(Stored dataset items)
.....

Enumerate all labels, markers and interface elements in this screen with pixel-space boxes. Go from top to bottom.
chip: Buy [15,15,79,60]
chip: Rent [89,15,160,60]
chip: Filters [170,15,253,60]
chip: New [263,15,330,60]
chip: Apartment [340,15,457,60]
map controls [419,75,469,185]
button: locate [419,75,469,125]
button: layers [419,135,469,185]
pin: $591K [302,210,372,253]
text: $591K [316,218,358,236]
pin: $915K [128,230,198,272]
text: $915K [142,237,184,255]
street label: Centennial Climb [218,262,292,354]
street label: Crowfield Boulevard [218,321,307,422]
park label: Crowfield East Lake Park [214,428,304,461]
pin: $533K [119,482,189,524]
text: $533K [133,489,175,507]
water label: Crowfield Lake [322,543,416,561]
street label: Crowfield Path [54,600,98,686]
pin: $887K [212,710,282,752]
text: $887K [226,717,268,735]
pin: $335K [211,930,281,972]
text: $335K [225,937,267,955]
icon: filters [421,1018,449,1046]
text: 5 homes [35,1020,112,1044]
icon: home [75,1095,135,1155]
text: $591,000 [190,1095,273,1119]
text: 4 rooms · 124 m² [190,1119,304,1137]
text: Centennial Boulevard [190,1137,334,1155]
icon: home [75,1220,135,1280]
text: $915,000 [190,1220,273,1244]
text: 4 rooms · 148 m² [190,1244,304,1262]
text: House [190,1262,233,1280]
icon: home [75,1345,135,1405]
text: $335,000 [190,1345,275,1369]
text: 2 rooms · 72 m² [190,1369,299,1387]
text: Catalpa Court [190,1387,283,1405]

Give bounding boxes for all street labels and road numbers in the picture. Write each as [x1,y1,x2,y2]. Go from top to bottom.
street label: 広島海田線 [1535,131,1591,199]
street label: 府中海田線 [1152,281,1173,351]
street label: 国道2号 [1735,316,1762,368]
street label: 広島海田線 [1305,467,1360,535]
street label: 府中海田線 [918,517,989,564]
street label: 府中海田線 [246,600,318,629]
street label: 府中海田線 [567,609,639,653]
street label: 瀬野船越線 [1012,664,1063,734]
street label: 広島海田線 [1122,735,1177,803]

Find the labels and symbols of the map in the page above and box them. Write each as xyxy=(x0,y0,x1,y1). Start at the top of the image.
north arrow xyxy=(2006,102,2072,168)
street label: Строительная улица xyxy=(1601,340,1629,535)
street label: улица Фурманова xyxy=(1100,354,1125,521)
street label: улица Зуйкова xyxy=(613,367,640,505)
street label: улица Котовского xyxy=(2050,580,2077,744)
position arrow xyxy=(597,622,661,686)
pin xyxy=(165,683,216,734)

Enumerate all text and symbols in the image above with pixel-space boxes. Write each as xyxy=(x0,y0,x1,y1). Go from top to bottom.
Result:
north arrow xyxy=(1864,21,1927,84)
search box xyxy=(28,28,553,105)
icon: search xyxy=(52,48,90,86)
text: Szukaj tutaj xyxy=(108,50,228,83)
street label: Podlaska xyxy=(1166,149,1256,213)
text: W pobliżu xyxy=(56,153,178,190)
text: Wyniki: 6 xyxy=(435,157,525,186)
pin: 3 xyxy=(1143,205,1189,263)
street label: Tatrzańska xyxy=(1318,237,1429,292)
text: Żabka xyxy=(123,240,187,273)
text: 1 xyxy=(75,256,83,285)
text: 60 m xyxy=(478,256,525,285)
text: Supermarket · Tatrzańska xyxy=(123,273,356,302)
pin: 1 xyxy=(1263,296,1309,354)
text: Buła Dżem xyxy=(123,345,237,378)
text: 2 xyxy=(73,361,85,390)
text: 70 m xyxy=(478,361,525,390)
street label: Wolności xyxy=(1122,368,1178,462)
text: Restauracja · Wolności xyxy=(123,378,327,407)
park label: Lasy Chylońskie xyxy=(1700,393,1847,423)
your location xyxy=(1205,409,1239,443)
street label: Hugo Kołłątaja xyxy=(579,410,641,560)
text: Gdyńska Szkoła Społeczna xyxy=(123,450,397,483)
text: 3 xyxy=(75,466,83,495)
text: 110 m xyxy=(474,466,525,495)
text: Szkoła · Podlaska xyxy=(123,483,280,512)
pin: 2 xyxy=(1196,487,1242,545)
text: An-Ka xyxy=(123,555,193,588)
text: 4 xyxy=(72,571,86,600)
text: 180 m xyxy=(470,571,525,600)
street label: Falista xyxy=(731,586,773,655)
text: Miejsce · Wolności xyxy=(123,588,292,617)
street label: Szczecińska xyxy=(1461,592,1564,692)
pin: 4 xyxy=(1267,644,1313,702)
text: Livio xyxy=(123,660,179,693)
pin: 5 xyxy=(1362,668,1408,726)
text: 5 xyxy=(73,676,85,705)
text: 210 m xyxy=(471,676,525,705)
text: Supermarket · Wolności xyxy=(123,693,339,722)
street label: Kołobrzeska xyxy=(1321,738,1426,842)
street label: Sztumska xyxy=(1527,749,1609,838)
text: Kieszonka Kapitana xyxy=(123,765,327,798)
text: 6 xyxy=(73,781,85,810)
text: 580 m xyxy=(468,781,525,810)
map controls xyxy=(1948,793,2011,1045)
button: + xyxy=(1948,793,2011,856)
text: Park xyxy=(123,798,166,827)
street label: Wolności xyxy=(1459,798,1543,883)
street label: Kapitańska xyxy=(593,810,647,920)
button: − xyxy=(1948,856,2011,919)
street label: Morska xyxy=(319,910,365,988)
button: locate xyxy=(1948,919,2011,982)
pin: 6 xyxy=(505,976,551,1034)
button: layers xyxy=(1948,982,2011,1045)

.....

▶ Exercise description
Every line in the records above with the string "Enumerate" in it should be shown.

▶ Output below
Enumerate all labels, markers and interface elements in this screen with pixel-space boxes. Go from top to bottom.
Enumerate all text and symbols in the image above with pixel-space boxes. Write each as xyxy=(x0,y0,x1,y1). Go from top to bottom.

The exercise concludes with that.